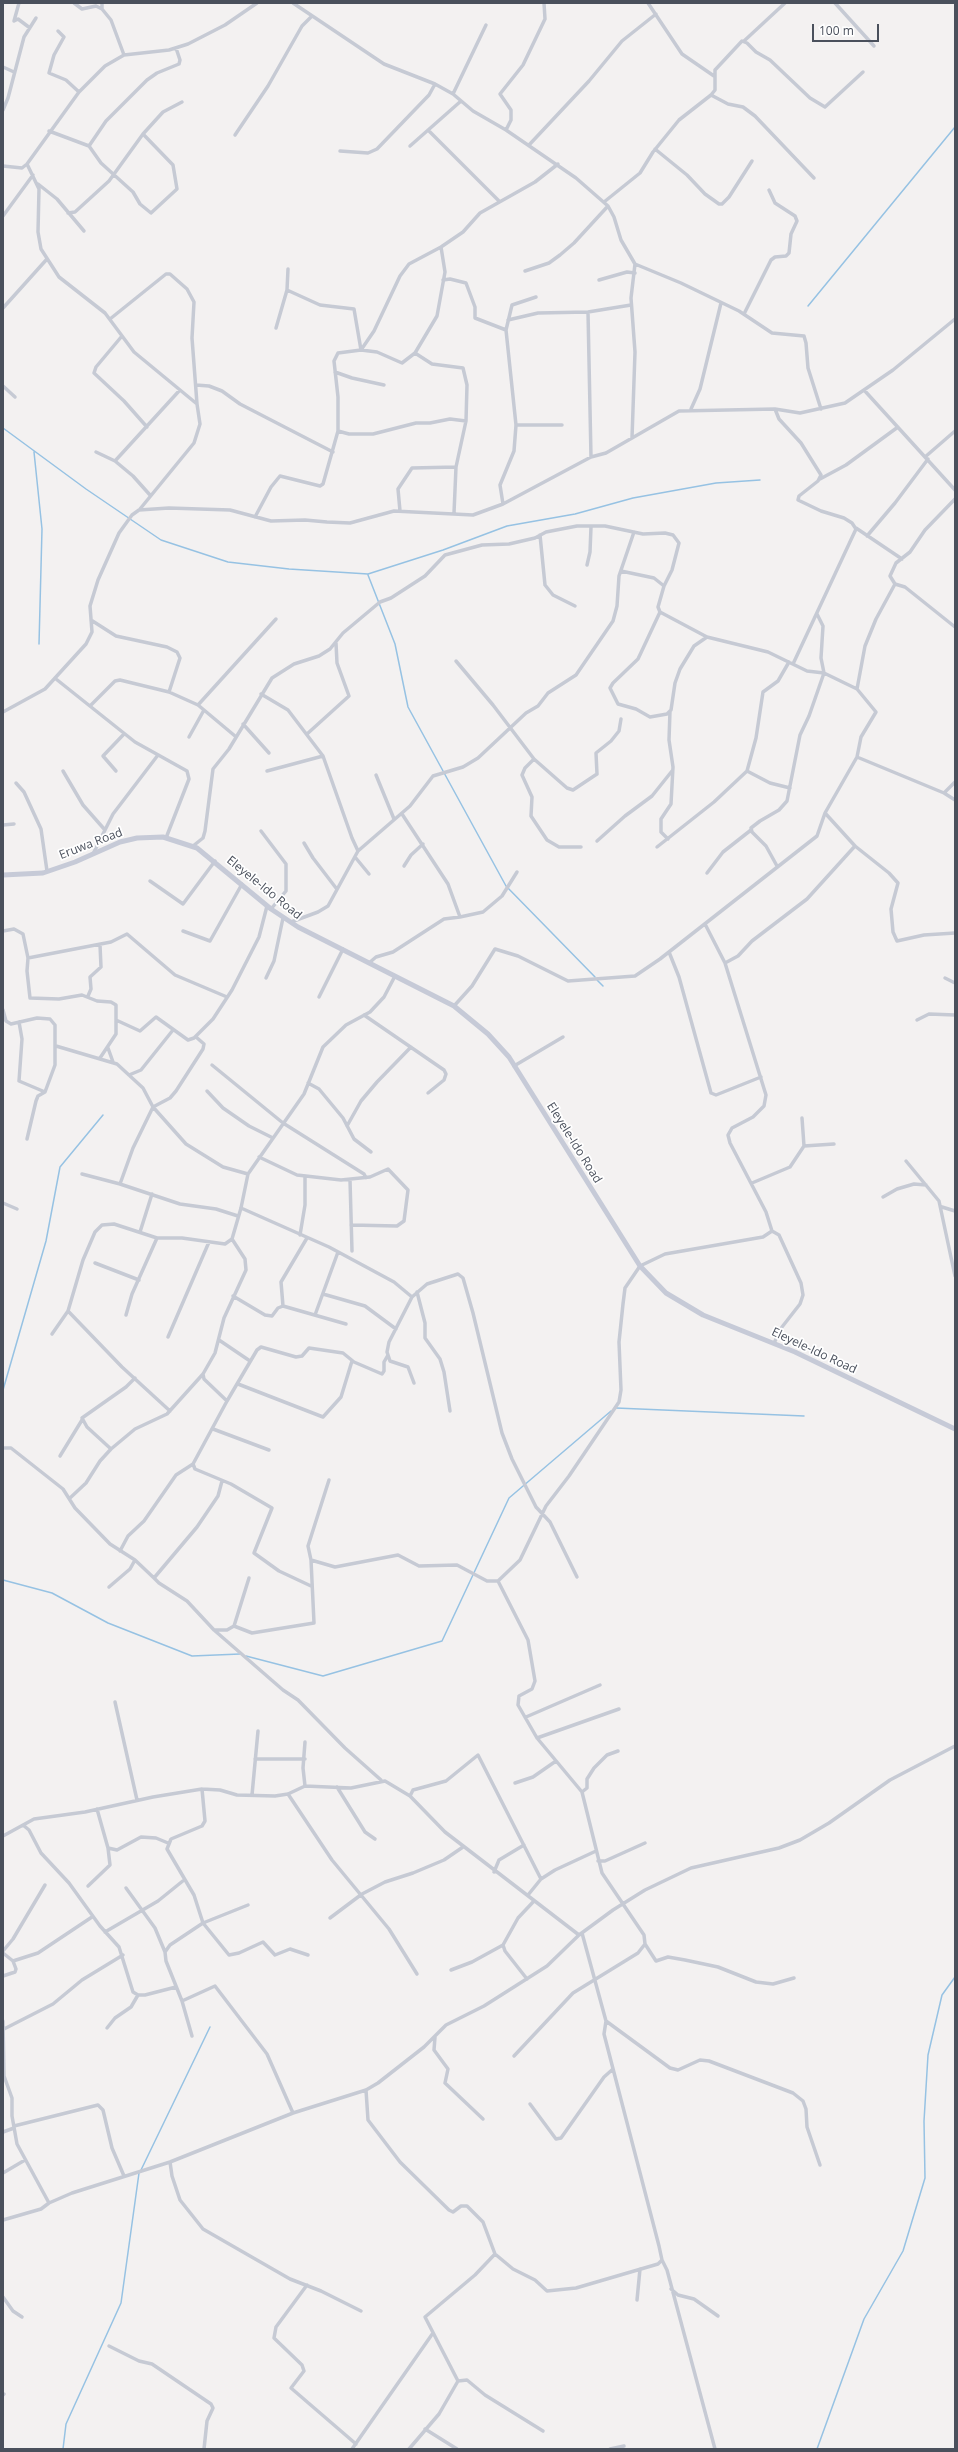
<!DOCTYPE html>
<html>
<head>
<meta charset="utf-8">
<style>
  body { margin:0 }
  #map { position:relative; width:958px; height:2452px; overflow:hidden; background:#f3f1f1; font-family:"Open Sans",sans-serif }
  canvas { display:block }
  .frame { position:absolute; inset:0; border:4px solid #4a505c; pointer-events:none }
  .scale { position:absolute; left:812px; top:24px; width:67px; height:18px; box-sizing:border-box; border:2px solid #4a505c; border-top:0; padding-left:5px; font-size:12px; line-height:14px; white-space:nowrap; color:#4a505c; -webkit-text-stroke:3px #fff; paint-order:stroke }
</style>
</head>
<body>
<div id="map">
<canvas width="958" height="2452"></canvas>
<div class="frame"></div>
<div class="scale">100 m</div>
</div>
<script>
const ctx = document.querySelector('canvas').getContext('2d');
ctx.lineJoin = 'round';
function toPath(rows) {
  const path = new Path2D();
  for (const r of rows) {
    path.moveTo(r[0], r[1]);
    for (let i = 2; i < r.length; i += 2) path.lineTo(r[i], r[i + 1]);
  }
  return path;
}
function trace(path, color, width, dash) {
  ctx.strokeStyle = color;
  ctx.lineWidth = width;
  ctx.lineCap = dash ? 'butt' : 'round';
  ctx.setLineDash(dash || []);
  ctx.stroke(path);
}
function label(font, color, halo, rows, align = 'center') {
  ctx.font = font + ' "Open Sans",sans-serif';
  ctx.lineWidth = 3.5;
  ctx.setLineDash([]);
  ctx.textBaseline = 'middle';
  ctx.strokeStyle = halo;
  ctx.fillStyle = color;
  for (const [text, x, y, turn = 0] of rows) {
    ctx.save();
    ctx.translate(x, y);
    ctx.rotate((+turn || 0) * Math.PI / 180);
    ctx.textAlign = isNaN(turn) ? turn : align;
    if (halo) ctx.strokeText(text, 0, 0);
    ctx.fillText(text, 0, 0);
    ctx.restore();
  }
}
const stream = toPath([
  [808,306,955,127],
  [3,428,86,489,161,540,228,562,289,569,368,574,443,550,507,526,575,514,633,498,716,483,760,480],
  [34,452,42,529,39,644],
  [368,575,395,644,408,707,506,886,595,977],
  [597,980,603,986],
  [3,1390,46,1241,60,1167,103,1115],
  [616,1408,804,1416],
  [3,1580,52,1593,108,1623,192,1656,240,1654],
  [246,1656,323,1676,442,1641,509,1498,611,1411],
  [141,2170,210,2027],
  [63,2449,66,2424,121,2303,139,2173],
  [817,2449,864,2319,903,2251,925,2178,924,2121,928,2055,942,1995,955,1977]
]);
const minor = toPath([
  [19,3,14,21,18,19,30,28],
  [74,3,82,9,96,6,102,9],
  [102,3,102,9,111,20,124,55],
  [293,3,384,64,435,84,453,94,473,111,506,130,576,178,608,206,614,217,621,240,635,264,681,283,739,311,772,333,804,336,806,343,808,368,821,409],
  [648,3,682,54,714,76],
  [835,3,874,46],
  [58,31,64,37,54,55,49,73,66,80,79,92],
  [744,41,785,3],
  [3,67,14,72],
  [453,94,486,25],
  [711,95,728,104,743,107,755,116,814,178],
  [3,110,8,98,24,37,36,18],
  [428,130,499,201],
  [506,130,511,120,511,110,500,94,523,65,545,19,544,3],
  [49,131,89,146,101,163,133,192,140,204,151,213,177,189,173,165,143,134],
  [235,135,268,86,302,26,312,16],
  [529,145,589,81,622,41,656,14],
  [89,146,106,121,147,80,157,73,179,64,180,60,176,48],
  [410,146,461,101],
  [655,149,687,175,705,194,719,204,722,204,729,197,752,161],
  [340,151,368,153,377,149,429,95,435,84],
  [27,164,39,189,38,232,41,249,59,277,105,313,134,352,197,404,200,424,194,443,140,509],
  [3,166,22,168,27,164,79,92,105,66,124,55,169,50,188,44,225,25,257,3],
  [38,184,57,199,84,231],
  [604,202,640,173,653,152,679,120,711,95,715,90,715,70,742,41,747,43,756,52,770,60,810,98,825,107,863,72],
  [68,213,75,212,109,181,143,134,163,112,182,102],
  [3,216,33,175],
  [525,271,549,263,560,255,574,243,608,206],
  [443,280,450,279,466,283,475,307,475,318,506,330],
  [599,280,627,272,635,273],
  [287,290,320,305,354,309,361,350],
  [3,308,47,259],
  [588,312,591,457],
  [744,314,771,260,775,257,786,256,789,253,791,234,797,221,795,216,775,203,769,190],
  [110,319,166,274,170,274,187,289,194,302,192,338,197,404],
  [508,320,538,313,588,312,631,305],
  [276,328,287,290,288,269],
  [122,336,96,367,94,373,124,401,147,427],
  [361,350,374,331,400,276,409,264,441,247,463,232,480,213,535,182,558,164],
  [415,353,432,364,463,368,467,385,466,421,456,467,454,513],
  [335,372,352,378,384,385],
  [196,385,209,386,222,391,240,404,333,452],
  [3,386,15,397],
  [864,390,955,490],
  [691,409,700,389,721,303],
  [775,409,779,419,801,443,821,475,818,481,799,496,798,500,821,511,844,518,852,523,856,529,793,664],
  [516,425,562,425],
  [338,431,349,434,373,434,416,423,430,423,450,419,466,421],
  [632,438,635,352,631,298,635,264],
  [96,452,115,461],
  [925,457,955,431],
  [820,479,846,465,898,427],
  [150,495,133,476,115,461,179,391],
  [955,499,925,530,910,552,896,563,890,576,895,584,905,587,955,627],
  [503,504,500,485,514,451,516,425,506,330,512,305,536,297],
  [400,511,398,489,412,468,456,467],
  [255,517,271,487,280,476,320,486,323,484,338,431,338,397,334,361,338,353,361,350,377,352,402,363,415,353,437,316,445,272,441,247],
  [856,528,902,559],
  [540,535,545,585,553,595,575,606],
  [867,536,895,503,928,459],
  [587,565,590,552,591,527],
  [621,571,654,578,664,586],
  [91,620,116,636,167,647,177,652,180,658,169,692],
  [707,637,660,612,638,659,613,683,610,688,618,704,636,709,650,717,667,714,671,710,675,683,680,669,694,646,707,637,768,652,807,671,824,673,809,716,800,735,787,801,779,810,760,821,751,828,752,832,766,846,777,866],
  [456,661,493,705,534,759],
  [56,679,135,742,187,771,189,779,166,838],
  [857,689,865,646,876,619,895,584],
  [261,694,288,710,323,756,352,838,358,851],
  [198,705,276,619],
  [90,706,115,681,120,680,169,692,198,705,235,736],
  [3,712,45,689,86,644,92,632,90,606,98,580,119,533,132,515,139,510,169,508,230,510,271,521,305,520,327,522,350,523,394,511,473,515,503,504,591,457,606,453,679,411,775,409,800,413,845,403,893,370,955,319],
  [243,724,269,753],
  [307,734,349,696,337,663,336,643],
  [189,737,204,710],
  [857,757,944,793,955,800],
  [63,771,83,805,105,830],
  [116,771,103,756,124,734],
  [267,771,323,756],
  [747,771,770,783,790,788],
  [376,775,394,819],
  [16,783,24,792,41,829,47,871],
  [944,793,955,782],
  [3,825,14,824],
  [261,831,286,864,286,891,271,909],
  [668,839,661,832,661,819,671,804,673,767,669,740,670,711],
  [597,841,625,816,652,796,672,771],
  [304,843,313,858,336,888],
  [193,846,203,838,205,831,213,769,229,749,272,678,294,664,319,656,330,649,343,633,380,602,391,598,425,576,445,555,482,545,509,544,535,538,546,532,577,526,605,526,643,534,665,533,673,535,679,543,672,570,664,586,658,607,660,612],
  [855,846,889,873,898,883,891,909,893,932,897,941,924,935,955,933],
  [581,847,559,847,547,840,531,816,532,797,522,775,525,768,534,759,567,788,573,790,597,774,596,753,611,741,619,731,621,719],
  [657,847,714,802,747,771,756,738,763,692,778,681,789,662],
  [93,854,113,814,158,755],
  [355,857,369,874],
  [404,866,411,855,423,844],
  [707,873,723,852,751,830],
  [150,881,183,904,215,861],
  [460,917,483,912,502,896,517,872],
  [291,922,318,912,328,906,358,851,410,806,433,776,463,767,478,758,526,713,538,706,548,693,576,675,613,621,617,606,619,576,634,532],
  [3,931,14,929,23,934,28,958,27,971,30,998,59,999,82,995,97,1001,111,1002,116,1005,116,1034,100,1058],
  [183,931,210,941,242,884],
  [669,952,679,977,711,1093,716,1095,761,1077],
  [28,958,111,942,127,934,175,975,227,997],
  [369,963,376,957,393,952,444,919,460,917,448,884,402,814],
  [725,963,738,956,752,941,807,899,855,846,825,813],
  [266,978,274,961,283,918],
  [945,978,955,983],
  [88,996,91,989,90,977,101,967,100,945],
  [319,997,343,949],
  [454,1006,472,986,495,949,518,956,568,981,635,976,660,959,817,836,825,813,857,757,861,737,876,712,857,689,824,673,821,658,823,626,817,614],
  [3,1010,6,1021,11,1024,37,1018,50,1019,55,1025,55,1065,45,1092,38,1096,36,1101,27,1139],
  [364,1015,444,1070,446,1074,444,1080,428,1093],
  [116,1020,140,1031,156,1017,188,1040,194,1038,213,1019,232,990,259,937,267,906],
  [917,1020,929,1014,955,1015],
  [19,1022,22,1039,19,1081,45,1092],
  [56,1046,117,1064,143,1088,153,1107,186,1144,223,1167,248,1174],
  [108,1048,113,1062],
  [212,1065,283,1123,364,1174,366,1178],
  [514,1066,563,1037],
  [129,1075,141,1070,173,1030],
  [308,1083,319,1089,343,1118,354,1139,371,1152],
  [207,1091,223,1108,249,1126,273,1138],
  [347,1126,361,1101,377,1082,411,1047],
  [804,1146,834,1144],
  [259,1157,297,1175,341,1180,370,1177,388,1169,408,1190,404,1221,397,1226,351,1225],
  [906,1161,939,1201,955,1276],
  [82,1174,120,1184,180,1204,216,1209,238,1216],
  [350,1180,352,1251],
  [752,1183,790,1167,804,1146,802,1118],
  [120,1184,133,1148,153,1107,170,1098,176,1091,203,1049,204,1044,196,1037],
  [883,1197,897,1189,914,1184,926,1185],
  [3,1203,17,1209],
  [942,1207,955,1211],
  [241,1208,329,1247,394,1282,412,1297],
  [772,1231,779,1235,801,1283,803,1295,800,1304,782,1327,774,1343],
  [140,1232,152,1194],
  [300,1235,305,1205,305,1176],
  [95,1263,139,1280],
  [417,1292,425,1323,425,1338,440,1359,444,1372,450,1411],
  [323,1294,365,1306,396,1329],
  [233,1296,265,1315,272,1316,278,1308,283,1306,346,1324],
  [283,1306,281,1282,307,1238],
  [68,1311,122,1367,170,1411],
  [126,1315,132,1294,157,1238],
  [315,1315,338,1252],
  [52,1334,68,1311,83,1260,95,1232,102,1225,114,1224,157,1238,182,1238,225,1244,232,1239],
  [168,1337,209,1242],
  [219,1340,250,1361],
  [414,1383,408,1367,390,1361,387,1352,389,1342,412,1297,427,1284,458,1274,463,1278,473,1313,502,1433,512,1459,536,1507,550,1522,577,1577],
  [238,1384,323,1417,341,1397,352,1361],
  [227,1401,257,1350,261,1347,296,1357,302,1356,309,1348,343,1353,354,1362,382,1374,384,1371,384,1362,388,1355],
  [213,1429,269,1450],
  [3,1448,11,1448,63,1489,75,1508,110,1544,135,1560,154,1578,197,1527,218,1496,222,1481],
  [111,1449,87,1427,82,1418,126,1387,135,1378],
  [60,1456,82,1420],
  [193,1464,195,1469,231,1484,272,1508,254,1553,279,1571,311,1586],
  [70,1498,86,1483,100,1461,111,1449,135,1429,167,1414,203,1374,215,1353,224,1318,246,1270,245,1259,232,1239,241,1208,248,1174,304,1094,323,1047,346,1025,370,1012,384,997,395,976],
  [120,1551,128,1536,144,1521,176,1475,193,1464,227,1401,204,1379,203,1374],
  [311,1560,335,1567,398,1555,419,1566,457,1565,487,1581,498,1581,520,1560,546,1506,569,1476,619,1402,621,1390,619,1342,623,1304,625,1288,640,1266,665,1254,763,1237,772,1231,766,1212,730,1143,728,1135,732,1128,753,1117,764,1106,766,1095,725,963,705,924],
  [154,1578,159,1583,187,1601,214,1630,283,1690,298,1700,345,1748,381,1780],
  [498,1581,528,1640,535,1681,532,1689,519,1696,518,1705,537,1738,582,1792,602,1873,644,1935,645,1944,638,1953,573,1993,514,2056],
  [109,1587,130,1569,135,1560],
  [234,1626,252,1633,314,1623,311,1560,308,1546,329,1480],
  [214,1630,227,1630,234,1626,249,1578],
  [115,1702,137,1800],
  [526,1717,600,1685],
  [537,1738,619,1709],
  [255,1759,305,1759],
  [515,1783,533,1777,556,1761],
  [305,1786,303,1768,305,1742],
  [337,1787,365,1832,375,1839],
  [582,1792,587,1788,587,1779,594,1768,607,1755,618,1751],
  [288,1794,332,1860,389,1929,417,1974],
  [252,1795,258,1731],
  [410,1796,413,1790,446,1781,478,1755,541,1879],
  [23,1825,29,1830,41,1853,69,1883,100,1926,119,1947,133,1992,138,1995,145,1995,176,1987],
  [3,1836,34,1819,85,1812,153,1797,202,1789,220,1790,237,1795,275,1796,288,1794,305,1786,351,1788,385,1781,410,1796,445,1832,579,1935],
  [108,1848,117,1850,141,1837,156,1838,168,1843],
  [598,1861,605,1861,645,1843],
  [494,1872,499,1860,524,1845],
  [88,1886,110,1865,108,1848,97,1809],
  [126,1888,155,1928,165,1952],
  [528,1895,541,1879,555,1870,596,1851],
  [248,1905,203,1923,229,1955,239,1953,263,1942,275,1955,290,1949,308,1955],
  [330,1918,362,1894,385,1882,413,1873,444,1860,463,1847],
  [105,1932,158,1901,184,1880],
  [645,1944,656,1961,668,1957,685,1960,718,1967,756,1982,773,1984,794,1978],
  [3,1951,13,1939,45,1885],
  [3,1953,13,1961,38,1953,92,1917],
  [451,1970,472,1962,503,1945],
  [3,1976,15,1972,16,1969,13,1961],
  [527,1979,505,1951,503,1945,518,1918,534,1901],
  [182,2001,215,1986,267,2054,293,2113],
  [3,2021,4,2076,12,2098,12,2116,17,2144,49,2203],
  [606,2021,670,2068,678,2070,700,2060,709,2061,793,2093,803,2101,806,2109,807,2127,820,2165],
  [107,2028,115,2018,131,2007,138,1995],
  [4,2029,53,2004,82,1980,123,1955],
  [192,2036,182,2001,166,1961,165,1952,170,1945,203,1923,194,1895,167,1849,171,1839,202,1826,205,1821,202,1789],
  [435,2037,434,2050,448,2069,445,2083,483,2119],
  [366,2090,368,2120,400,2162,449,2210,453,2212,461,2206,467,2206,483,2222,495,2254,513,2269,535,2280,547,2291,576,2288,658,2264,662,2260,659,2246,604,2034,606,2021,582,1933],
  [530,2104,556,2139,561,2138,604,2077,613,2069],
  [14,2126,98,2105,103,2110,112,2148,124,2176],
  [3,2132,14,2128],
  [170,2162,172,2176,180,2200,203,2229,290,2279,321,2291,361,2311],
  [3,2173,25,2160],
  [3,2220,41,2209,49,2203,72,2193,170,2162,293,2113,366,2090,378,2083,424,2047,446,2025,484,2006,547,1966,579,1935,613,1910,645,1890,691,1868,779,1848,800,1840,829,1823,890,1780,955,1746],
  [662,2260,667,2270,715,2449],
  [307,2285,276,2327,274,2338,302,2365,304,2371,291,2388,356,2444],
  [671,2289,678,2295,694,2299,718,2316],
  [3,2297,13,2311,22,2317],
  [637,2300,640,2269],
  [109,2346,139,2361,152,2364,211,2404,213,2408,207,2421,204,2449],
  [458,2381,425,2317,475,2275,495,2254],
  [458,2381,467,2380,485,2395,543,2431],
  [3,2395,4,2394],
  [425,2429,457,2449],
  [352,2449,433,2333],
  [409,2449,439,2414,458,2381],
  [610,2449,624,2446]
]);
const secondary = toPath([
  [3,875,43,873,75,862,120,842,137,838,163,837,197,848,271,909,298,927,454,1006,488,1034,509,1057,640,1266,666,1293,703,1315,795,1352,955,1429]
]);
const streetNames = [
  ["Eruwa Road",91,844,-21],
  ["Eleyele-Ido Road",264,888,39],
  ["Eleyele-Ido Road",574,1143,58],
  ["Eleyele-Ido Road",814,1351,25]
];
trace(stream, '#96c2e3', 1.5);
trace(minor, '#c6cad4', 3.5);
trace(secondary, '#c6cad7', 5);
label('12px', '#4a505c', '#fff', streetNames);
</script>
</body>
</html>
# # # # # # #
In the entries above, how many lines hold the word "align"? State the number only.

Answer for this exercise →
2